▶ **Brief**:
Below are the records; copy every line in them that holds the string "rotate".

Data excerpts section start

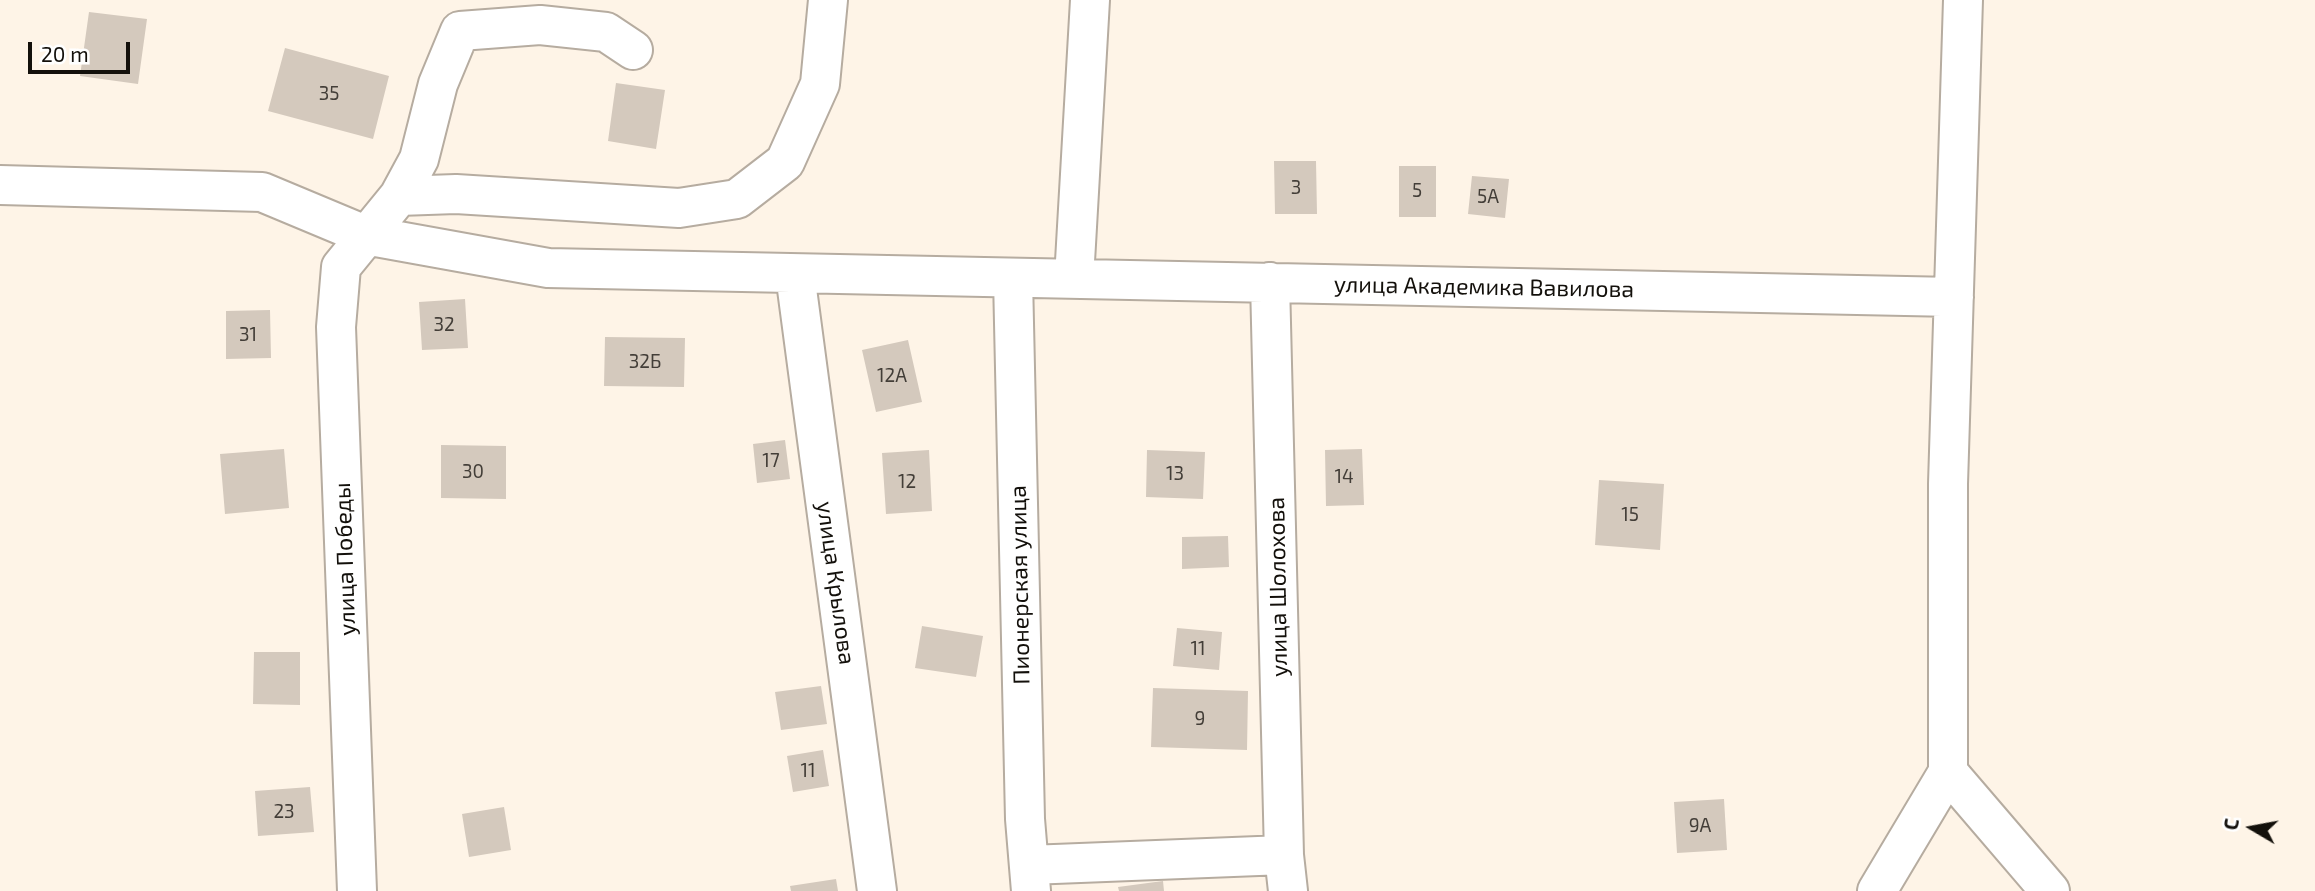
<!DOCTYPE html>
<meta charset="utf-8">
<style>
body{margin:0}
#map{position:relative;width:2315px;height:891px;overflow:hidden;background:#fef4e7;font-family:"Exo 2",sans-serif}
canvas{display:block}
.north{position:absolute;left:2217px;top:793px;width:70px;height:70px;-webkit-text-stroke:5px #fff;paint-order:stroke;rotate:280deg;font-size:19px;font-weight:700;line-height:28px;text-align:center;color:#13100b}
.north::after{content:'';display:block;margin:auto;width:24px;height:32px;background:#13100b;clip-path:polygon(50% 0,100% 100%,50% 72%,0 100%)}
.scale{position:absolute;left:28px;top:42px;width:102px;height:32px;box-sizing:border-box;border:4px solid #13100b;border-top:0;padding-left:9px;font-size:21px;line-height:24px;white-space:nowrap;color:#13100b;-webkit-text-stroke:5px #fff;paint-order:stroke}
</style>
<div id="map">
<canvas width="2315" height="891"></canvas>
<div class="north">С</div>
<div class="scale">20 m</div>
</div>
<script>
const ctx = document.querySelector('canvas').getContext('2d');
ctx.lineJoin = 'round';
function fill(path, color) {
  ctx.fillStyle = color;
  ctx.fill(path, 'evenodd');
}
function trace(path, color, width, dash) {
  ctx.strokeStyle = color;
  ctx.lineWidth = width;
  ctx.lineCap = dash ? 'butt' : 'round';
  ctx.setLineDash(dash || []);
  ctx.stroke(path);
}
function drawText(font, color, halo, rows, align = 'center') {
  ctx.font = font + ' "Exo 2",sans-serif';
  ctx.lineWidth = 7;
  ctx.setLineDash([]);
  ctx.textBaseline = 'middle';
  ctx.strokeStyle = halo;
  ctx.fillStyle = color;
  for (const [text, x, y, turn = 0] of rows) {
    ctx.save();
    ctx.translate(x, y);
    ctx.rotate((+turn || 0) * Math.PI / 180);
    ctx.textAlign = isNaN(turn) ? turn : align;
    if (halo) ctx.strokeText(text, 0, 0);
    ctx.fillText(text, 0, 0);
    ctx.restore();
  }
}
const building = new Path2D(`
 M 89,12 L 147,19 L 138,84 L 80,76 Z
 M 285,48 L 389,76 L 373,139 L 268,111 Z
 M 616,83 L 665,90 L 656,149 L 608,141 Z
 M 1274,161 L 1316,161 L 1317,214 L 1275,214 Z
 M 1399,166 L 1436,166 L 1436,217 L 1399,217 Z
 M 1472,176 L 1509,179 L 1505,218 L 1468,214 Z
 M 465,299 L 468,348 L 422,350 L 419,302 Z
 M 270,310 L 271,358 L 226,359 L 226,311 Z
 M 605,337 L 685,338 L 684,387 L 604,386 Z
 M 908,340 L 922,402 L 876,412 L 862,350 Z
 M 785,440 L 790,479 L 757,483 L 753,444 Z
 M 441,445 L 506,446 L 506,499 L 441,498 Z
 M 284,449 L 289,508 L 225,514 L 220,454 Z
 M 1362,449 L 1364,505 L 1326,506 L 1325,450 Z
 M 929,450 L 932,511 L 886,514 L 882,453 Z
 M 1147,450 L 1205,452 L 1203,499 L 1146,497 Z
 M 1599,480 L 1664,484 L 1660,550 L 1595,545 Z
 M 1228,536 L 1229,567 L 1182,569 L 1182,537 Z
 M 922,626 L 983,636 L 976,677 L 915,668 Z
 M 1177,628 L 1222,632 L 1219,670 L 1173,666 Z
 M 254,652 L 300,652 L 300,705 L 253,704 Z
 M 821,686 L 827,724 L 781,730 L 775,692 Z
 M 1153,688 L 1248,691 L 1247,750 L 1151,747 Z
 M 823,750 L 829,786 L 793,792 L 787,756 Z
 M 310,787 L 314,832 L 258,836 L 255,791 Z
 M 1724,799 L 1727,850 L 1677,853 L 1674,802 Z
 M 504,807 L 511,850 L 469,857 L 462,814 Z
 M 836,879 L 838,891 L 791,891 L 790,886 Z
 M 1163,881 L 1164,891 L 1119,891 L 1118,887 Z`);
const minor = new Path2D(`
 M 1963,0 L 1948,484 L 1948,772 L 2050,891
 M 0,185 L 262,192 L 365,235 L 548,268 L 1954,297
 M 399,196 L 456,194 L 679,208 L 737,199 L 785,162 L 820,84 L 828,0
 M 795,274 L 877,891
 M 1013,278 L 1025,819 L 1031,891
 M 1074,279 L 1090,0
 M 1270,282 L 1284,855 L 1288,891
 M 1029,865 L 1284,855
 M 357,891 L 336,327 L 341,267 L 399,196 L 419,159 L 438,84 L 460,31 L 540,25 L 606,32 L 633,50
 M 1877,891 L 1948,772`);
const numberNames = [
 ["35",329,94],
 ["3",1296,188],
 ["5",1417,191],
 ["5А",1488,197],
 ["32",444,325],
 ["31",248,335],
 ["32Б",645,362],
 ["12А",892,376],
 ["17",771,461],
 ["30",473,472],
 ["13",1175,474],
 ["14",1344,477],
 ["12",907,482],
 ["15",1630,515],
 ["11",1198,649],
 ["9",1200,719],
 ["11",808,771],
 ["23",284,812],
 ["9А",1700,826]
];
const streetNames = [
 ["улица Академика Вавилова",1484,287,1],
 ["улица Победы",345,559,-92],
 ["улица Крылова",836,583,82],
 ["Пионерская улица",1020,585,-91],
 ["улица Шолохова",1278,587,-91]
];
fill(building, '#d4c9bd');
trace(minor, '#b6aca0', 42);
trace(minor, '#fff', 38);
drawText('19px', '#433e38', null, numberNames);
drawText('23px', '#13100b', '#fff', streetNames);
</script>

Data excerpts section end

▶ **Solved problem**:
.north{position:absolute;left:2217px;top:793px;width:70px;height:70px;-webkit-text-stroke:5px #fff;paint-order:stroke;rotate:280deg;font-size:19px;font-weight:700;line-height:28px;text-align:center;color:#13100b}
    ctx.rotate((+turn || 0) * Math.PI / 180);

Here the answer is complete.